> PROBLEM
What is needed is a word-for-word copy of the records below.

[Start of Attachment]

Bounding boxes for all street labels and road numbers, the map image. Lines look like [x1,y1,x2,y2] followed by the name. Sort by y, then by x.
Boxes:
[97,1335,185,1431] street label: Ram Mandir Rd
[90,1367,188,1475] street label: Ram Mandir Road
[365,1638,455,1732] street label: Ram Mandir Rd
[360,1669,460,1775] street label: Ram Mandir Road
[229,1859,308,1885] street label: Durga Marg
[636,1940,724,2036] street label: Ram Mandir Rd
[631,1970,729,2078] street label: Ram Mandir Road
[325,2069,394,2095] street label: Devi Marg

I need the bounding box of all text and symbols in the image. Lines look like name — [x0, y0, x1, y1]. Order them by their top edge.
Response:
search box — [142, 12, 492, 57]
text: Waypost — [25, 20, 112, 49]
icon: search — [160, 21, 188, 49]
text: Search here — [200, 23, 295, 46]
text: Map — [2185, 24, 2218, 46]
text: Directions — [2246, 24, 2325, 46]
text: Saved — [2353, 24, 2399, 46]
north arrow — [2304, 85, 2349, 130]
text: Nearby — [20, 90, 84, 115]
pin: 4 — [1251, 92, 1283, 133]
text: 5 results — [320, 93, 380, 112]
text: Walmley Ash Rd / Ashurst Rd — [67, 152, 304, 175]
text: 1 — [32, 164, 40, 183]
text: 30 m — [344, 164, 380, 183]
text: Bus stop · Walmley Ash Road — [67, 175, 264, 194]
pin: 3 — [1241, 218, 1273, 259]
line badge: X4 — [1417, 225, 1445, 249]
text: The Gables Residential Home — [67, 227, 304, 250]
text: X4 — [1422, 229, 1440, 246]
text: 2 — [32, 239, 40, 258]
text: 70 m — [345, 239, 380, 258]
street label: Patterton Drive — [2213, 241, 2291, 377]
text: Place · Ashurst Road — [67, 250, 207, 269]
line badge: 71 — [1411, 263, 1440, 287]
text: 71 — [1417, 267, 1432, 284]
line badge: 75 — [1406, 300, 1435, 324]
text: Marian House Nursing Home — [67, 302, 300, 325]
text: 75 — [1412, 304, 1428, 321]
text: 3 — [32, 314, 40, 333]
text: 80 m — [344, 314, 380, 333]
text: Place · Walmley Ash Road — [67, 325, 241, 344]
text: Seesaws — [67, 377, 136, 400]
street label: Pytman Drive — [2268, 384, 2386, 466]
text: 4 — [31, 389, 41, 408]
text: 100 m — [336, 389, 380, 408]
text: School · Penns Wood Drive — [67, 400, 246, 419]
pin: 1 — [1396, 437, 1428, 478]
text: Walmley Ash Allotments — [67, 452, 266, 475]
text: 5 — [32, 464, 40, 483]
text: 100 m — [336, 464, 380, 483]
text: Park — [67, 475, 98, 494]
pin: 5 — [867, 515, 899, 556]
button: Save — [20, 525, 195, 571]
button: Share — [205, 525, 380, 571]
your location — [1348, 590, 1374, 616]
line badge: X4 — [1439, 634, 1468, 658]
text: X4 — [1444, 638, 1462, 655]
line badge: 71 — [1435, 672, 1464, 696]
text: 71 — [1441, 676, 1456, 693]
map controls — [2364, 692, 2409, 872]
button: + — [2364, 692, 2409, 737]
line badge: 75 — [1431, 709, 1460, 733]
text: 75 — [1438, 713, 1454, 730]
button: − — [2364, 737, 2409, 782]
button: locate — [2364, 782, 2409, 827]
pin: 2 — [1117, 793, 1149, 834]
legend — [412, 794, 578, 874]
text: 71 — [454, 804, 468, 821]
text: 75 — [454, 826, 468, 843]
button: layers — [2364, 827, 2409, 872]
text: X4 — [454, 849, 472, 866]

[End of Attachment]

> RESULT BELOW
Bounding boxes for all street labels and road numbers, the map image. Lines look like [x1,y1,x2,y2] followed by the name. Sort by y, then by x.
Boxes:
[97,1335,185,1431] street label: Ram Mandir Rd
[90,1367,188,1475] street label: Ram Mandir Road
[365,1638,455,1732] street label: Ram Mandir Rd
[360,1669,460,1775] street label: Ram Mandir Road
[229,1859,308,1885] street label: Durga Marg
[636,1940,724,2036] street label: Ram Mandir Rd
[631,1970,729,2078] street label: Ram Mandir Road
[325,2069,394,2095] street label: Devi Marg

I need the bounding box of all text and symbols in the image. Lines look like name — [x0, y0, x1, y1]. Order them by their top edge.
Response:
search box — [142, 12, 492, 57]
text: Waypost — [25, 20, 112, 49]
icon: search — [160, 21, 188, 49]
text: Search here — [200, 23, 295, 46]
text: Map — [2185, 24, 2218, 46]
text: Directions — [2246, 24, 2325, 46]
text: Saved — [2353, 24, 2399, 46]
north arrow — [2304, 85, 2349, 130]
text: Nearby — [20, 90, 84, 115]
pin: 4 — [1251, 92, 1283, 133]
text: 5 results — [320, 93, 380, 112]
text: Walmley Ash Rd / Ashurst Rd — [67, 152, 304, 175]
text: 1 — [32, 164, 40, 183]
text: 30 m — [344, 164, 380, 183]
text: Bus stop · Walmley Ash Road — [67, 175, 264, 194]
pin: 3 — [1241, 218, 1273, 259]
line badge: X4 — [1417, 225, 1445, 249]
text: The Gables Residential Home — [67, 227, 304, 250]
text: X4 — [1422, 229, 1440, 246]
text: 2 — [32, 239, 40, 258]
text: 70 m — [345, 239, 380, 258]
street label: Patterton Drive — [2213, 241, 2291, 377]
text: Place · Ashurst Road — [67, 250, 207, 269]
line badge: 71 — [1411, 263, 1440, 287]
text: 71 — [1417, 267, 1432, 284]
line badge: 75 — [1406, 300, 1435, 324]
text: Marian House Nursing Home — [67, 302, 300, 325]
text: 75 — [1412, 304, 1428, 321]
text: 3 — [32, 314, 40, 333]
text: 80 m — [344, 314, 380, 333]
text: Place · Walmley Ash Road — [67, 325, 241, 344]
text: Seesaws — [67, 377, 136, 400]
street label: Pytman Drive — [2268, 384, 2386, 466]
text: 4 — [31, 389, 41, 408]
text: 100 m — [336, 389, 380, 408]
text: School · Penns Wood Drive — [67, 400, 246, 419]
pin: 1 — [1396, 437, 1428, 478]
text: Walmley Ash Allotments — [67, 452, 266, 475]
text: 5 — [32, 464, 40, 483]
text: 100 m — [336, 464, 380, 483]
text: Park — [67, 475, 98, 494]
pin: 5 — [867, 515, 899, 556]
button: Save — [20, 525, 195, 571]
button: Share — [205, 525, 380, 571]
your location — [1348, 590, 1374, 616]
line badge: X4 — [1439, 634, 1468, 658]
text: X4 — [1444, 638, 1462, 655]
line badge: 71 — [1435, 672, 1464, 696]
text: 71 — [1441, 676, 1456, 693]
map controls — [2364, 692, 2409, 872]
button: + — [2364, 692, 2409, 737]
line badge: 75 — [1431, 709, 1460, 733]
text: 75 — [1438, 713, 1454, 730]
button: − — [2364, 737, 2409, 782]
button: locate — [2364, 782, 2409, 827]
pin: 2 — [1117, 793, 1149, 834]
legend — [412, 794, 578, 874]
text: 71 — [454, 804, 468, 821]
text: 75 — [454, 826, 468, 843]
button: layers — [2364, 827, 2409, 872]
text: X4 — [454, 849, 472, 866]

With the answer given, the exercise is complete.